Wyświetl Pojedyńczy Post
Stary 15-09-2011, 02:10   #43
Pinhead
 
Pinhead's Avatar
 
Reputacja: 1 Pinhead ma wspaniałą reputacjęPinhead ma wspaniałą reputacjęPinhead ma wspaniałą reputacjęPinhead ma wspaniałą reputacjęPinhead ma wspaniałą reputacjęPinhead ma wspaniałą reputacjęPinhead ma wspaniałą reputacjęPinhead ma wspaniałą reputacjęPinhead ma wspaniałą reputacjęPinhead ma wspaniałą reputacjęPinhead ma wspaniałą reputację
- Cieszy mnie wasza rozwaga - mruknął łysol - a jak wiemy, niewiele jej w dzisiejszych czasach. Co do speed’a to nie mam problemu. Zapłacisz i dostaniesz. - nomad uśmiechnął się promiennie - Jack przynieść panu, czego sobie tam życzy.
Jeden z mężczyzn stojący za łysolem ruszył w kierunku wyjścia z magazynu.
- A co do Tuby, to chyba wyraziłem się jasno, nie? Jedzie on za wami i obserwuje spotkanie z Unitrą. Po tym jak dowiecie się o co tej suce chodzi, spotkacie się z nim i opowiecie mu jakie ma dla was zadanie. Wtedy Tuba skontaktuje się ze mną, a ja wam powiem co dalej. Proste, nie?
Co, by nie mówić ocaliłem wam życie i macie wobec mnie duży dług.

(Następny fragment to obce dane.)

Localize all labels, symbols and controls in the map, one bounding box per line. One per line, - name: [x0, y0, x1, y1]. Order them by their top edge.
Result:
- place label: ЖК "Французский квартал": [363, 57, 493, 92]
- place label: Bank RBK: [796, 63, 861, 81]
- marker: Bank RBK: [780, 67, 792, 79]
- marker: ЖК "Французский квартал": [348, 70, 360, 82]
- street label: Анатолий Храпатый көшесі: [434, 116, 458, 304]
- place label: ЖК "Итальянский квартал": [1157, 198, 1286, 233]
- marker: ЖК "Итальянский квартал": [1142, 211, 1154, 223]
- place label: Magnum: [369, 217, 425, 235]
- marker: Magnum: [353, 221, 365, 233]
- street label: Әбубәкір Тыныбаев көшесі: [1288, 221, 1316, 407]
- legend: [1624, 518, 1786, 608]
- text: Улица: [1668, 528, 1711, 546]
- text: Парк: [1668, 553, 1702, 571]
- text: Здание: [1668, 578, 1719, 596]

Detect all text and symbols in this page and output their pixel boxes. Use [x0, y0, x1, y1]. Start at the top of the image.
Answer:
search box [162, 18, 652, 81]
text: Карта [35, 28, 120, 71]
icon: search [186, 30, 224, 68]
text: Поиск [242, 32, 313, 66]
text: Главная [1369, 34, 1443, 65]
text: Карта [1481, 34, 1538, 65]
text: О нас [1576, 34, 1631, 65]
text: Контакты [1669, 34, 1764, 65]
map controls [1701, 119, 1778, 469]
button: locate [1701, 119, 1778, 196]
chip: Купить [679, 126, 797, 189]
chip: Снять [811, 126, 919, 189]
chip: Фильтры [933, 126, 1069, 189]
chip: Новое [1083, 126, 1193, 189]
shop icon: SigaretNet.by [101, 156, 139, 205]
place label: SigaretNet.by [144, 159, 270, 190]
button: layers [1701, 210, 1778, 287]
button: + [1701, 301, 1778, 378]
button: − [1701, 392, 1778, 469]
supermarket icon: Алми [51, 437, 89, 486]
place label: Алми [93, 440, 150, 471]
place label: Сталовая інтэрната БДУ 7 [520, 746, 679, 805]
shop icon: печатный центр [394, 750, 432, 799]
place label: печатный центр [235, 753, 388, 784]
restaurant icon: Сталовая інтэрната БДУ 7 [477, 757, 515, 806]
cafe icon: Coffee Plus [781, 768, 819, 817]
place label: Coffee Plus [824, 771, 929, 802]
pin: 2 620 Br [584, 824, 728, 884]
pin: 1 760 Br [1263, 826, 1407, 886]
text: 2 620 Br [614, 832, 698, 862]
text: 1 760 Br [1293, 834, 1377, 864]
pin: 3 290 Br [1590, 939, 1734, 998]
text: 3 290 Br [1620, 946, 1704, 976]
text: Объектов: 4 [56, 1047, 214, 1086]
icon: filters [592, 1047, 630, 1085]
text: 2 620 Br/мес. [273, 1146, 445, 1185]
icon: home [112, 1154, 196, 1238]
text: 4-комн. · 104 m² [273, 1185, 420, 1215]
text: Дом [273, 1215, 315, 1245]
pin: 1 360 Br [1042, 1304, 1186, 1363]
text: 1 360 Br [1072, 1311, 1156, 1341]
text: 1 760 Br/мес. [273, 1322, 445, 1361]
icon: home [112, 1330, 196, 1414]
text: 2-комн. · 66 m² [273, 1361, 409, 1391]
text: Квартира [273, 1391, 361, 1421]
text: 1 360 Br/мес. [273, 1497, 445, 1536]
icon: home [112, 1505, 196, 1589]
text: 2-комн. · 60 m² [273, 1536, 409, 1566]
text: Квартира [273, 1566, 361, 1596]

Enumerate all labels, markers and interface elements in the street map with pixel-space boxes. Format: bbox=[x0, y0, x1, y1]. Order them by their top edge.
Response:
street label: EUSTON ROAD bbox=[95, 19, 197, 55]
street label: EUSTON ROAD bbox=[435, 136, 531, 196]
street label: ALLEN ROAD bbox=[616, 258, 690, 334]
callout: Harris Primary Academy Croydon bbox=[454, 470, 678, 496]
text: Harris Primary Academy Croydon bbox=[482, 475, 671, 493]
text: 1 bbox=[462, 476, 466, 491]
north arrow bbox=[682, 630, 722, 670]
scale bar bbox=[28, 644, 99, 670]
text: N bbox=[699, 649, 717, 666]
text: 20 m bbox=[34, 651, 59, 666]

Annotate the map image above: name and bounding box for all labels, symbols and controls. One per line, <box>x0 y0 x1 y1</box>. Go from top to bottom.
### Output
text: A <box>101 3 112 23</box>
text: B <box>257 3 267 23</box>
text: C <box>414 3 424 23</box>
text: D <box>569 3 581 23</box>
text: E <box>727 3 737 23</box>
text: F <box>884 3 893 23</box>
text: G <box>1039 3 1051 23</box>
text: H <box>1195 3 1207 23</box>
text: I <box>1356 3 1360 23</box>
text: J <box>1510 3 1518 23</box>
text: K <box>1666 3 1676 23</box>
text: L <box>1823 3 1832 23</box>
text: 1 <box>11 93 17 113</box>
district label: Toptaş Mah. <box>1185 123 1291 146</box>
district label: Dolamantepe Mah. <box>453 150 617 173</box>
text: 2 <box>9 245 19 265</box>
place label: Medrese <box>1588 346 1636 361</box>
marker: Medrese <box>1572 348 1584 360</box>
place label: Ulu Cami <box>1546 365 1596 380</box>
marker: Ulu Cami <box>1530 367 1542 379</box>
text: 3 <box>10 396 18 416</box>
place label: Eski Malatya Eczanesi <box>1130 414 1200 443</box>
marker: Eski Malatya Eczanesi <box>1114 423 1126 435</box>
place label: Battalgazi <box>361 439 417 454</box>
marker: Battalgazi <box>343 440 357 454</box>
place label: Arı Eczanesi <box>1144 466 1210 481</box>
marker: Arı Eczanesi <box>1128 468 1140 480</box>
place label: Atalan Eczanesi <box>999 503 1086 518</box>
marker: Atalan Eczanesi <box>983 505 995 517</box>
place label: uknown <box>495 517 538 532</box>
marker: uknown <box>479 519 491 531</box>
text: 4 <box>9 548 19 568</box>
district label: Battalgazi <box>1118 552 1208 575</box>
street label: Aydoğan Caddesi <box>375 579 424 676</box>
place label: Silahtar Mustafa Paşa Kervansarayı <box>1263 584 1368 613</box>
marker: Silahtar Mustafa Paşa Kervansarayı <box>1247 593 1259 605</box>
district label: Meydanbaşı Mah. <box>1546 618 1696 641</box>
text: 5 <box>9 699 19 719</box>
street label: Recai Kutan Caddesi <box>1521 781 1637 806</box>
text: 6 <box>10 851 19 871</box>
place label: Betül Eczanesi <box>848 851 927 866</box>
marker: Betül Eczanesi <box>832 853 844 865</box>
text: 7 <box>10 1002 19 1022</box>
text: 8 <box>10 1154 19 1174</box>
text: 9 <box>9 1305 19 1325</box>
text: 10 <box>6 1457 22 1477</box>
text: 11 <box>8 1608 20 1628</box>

Doceńcie, że nie żądam zapłaty teraz, a daje wam uczciwą szansę na spłacenie zobowiązań.
Obaj runnerzy popatrzyli po sobie zastanawiając się skąd taki typ zna, tak skomplikowane słowo.
Jasne było, że przynajmniej na razie to łysol i jego kumple dyktują warunki. Trzeba było to jakoś mądrze rozegrać, by wyjść z tego cało. Nomad zaproponował pomoc w dozbrojeniu i doposażeniu się, ale oczywiste było, że wcześniej czy później trzeba mu będzie za tę pomoc zapłacić. Należało, więc rozsądnie podejmować decyzję.
Łysol i jego kumple niestety nie byli jedynym kłopotem, jakim musieli się martwić obaj runnerzy.
Gdzieś tam poza obrębem Złomiarni, czaił się zapewne Oyama i jego ludzie. Nie wyglądał na człowieka, który łatwo rezygnuje. Za dużo stracił w związku z tą całą sprawą, by tak łatwo odpuścić i zapomnieć o wszystkim.
Spencer i Stanley stąpali po kruchym lodzi, a najgorsze było to, że nadal nie wiedzieli czy się im to w jakikolwiek sposób opłaci.
Cóż jednak było robić? Takie jest życie na krawędzi. A przecież obaj właśnie takie życie uwielbiali.